The app that creates time instead of consuming it

Kay van Mourik
Life's a Picnic
Published in
4 min readAug 7, 2018

Did you wake up this morning and think ‘Today, I want to spend hours on social media’? Probably not, but you did it anyway.

Don’t worry, it’s not your fault. Many apps are designed to absorb attention, with the hidden objective of keeping you on the platform for as long as possible.

Fortunately, as a design team at Picnic, we’re not led by a business model that pivots around hijacking people’s time, attention, and clicks. We design a service that acts as a supermarket in your pocket. Every minute spent within the Picnic app is time-well spent, so you no longer need to spend hours shopping for groceries, creating free time for more valuable activities.

Inspired by ‘Time-well spent’

Time-well spent is a movement. Led by Tristan Harris, former Design Ethicist of Google, time-well spent is a reaction against big tech companies and social media platforms that hijack time with addictive design patterns, in order to monetize attention. The more time a user spends on their platform, the more money the company makes.

But time is sacred, there are only so many hours in a day. Rather than trying to keep a user on a platform, the task of designers and developers should be to use time in a meaningful way. They have a responsibility to empower the user and not manipulate them.

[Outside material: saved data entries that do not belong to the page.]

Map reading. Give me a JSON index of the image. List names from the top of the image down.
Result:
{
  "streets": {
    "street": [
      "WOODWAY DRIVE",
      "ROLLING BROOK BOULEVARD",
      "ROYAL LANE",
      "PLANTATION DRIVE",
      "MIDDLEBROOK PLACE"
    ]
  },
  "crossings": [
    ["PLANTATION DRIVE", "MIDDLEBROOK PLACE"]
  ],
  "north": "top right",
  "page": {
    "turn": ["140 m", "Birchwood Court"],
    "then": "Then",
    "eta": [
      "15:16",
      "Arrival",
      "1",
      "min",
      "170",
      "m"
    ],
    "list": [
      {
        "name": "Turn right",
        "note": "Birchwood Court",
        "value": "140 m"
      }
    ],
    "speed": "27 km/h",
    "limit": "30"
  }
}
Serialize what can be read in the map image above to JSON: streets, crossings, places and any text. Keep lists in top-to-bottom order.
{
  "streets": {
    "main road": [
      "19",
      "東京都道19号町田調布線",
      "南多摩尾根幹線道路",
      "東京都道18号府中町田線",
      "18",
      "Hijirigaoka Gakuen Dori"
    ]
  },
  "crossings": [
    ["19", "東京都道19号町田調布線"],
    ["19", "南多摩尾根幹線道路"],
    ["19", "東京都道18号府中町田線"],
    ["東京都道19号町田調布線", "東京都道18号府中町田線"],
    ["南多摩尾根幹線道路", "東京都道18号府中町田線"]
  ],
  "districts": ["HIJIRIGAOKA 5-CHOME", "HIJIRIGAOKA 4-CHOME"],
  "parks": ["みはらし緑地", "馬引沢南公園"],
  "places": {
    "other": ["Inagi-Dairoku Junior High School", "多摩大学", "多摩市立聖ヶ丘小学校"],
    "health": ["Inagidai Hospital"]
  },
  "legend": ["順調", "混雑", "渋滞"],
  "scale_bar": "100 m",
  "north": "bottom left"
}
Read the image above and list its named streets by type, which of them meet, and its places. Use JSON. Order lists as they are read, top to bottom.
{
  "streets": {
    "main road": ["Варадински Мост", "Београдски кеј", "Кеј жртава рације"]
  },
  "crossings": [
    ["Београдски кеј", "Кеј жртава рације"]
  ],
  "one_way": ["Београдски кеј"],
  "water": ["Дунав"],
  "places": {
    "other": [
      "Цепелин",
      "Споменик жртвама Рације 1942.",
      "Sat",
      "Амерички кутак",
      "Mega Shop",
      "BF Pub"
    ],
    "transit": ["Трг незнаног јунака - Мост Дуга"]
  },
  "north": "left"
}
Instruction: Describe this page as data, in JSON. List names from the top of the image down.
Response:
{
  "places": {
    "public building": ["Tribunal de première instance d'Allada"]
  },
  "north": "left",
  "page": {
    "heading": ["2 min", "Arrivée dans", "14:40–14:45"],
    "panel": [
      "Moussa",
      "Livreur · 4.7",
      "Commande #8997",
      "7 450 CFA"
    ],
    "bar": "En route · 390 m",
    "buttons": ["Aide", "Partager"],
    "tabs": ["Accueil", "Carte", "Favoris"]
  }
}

They should think about how much time people spend on a service, what that service gives back in return, and how a user feels about it.

When products are built with the user’s best interest at heart, digital services can offer added value to a user’s life. We can create systems to enhance people’s time, rather than consuming it.

Converting hours into minutes

Groceries are essential, but going to the supermarket costs time. Consumers spend up to 5 hours a week grocery shopping, and many people consider it a mundane task.

At Picnic, we have created a digital tool that takes the time-consuming process of grocery shopping and transforms it into something easy and enjoyable. And with delivery to the doorstep, no extra time or effort is used in travelling to supermarkets, standing in queues, or carrying heavy groceries.

However, it is not as simple as just offering an in-app grocery service. We take the effort to get to know our customers, really understand what their needs and values are, and how they use the app. At weekly user-testing sessions, the design team meets with real customers to test new features and identify areas for improvement.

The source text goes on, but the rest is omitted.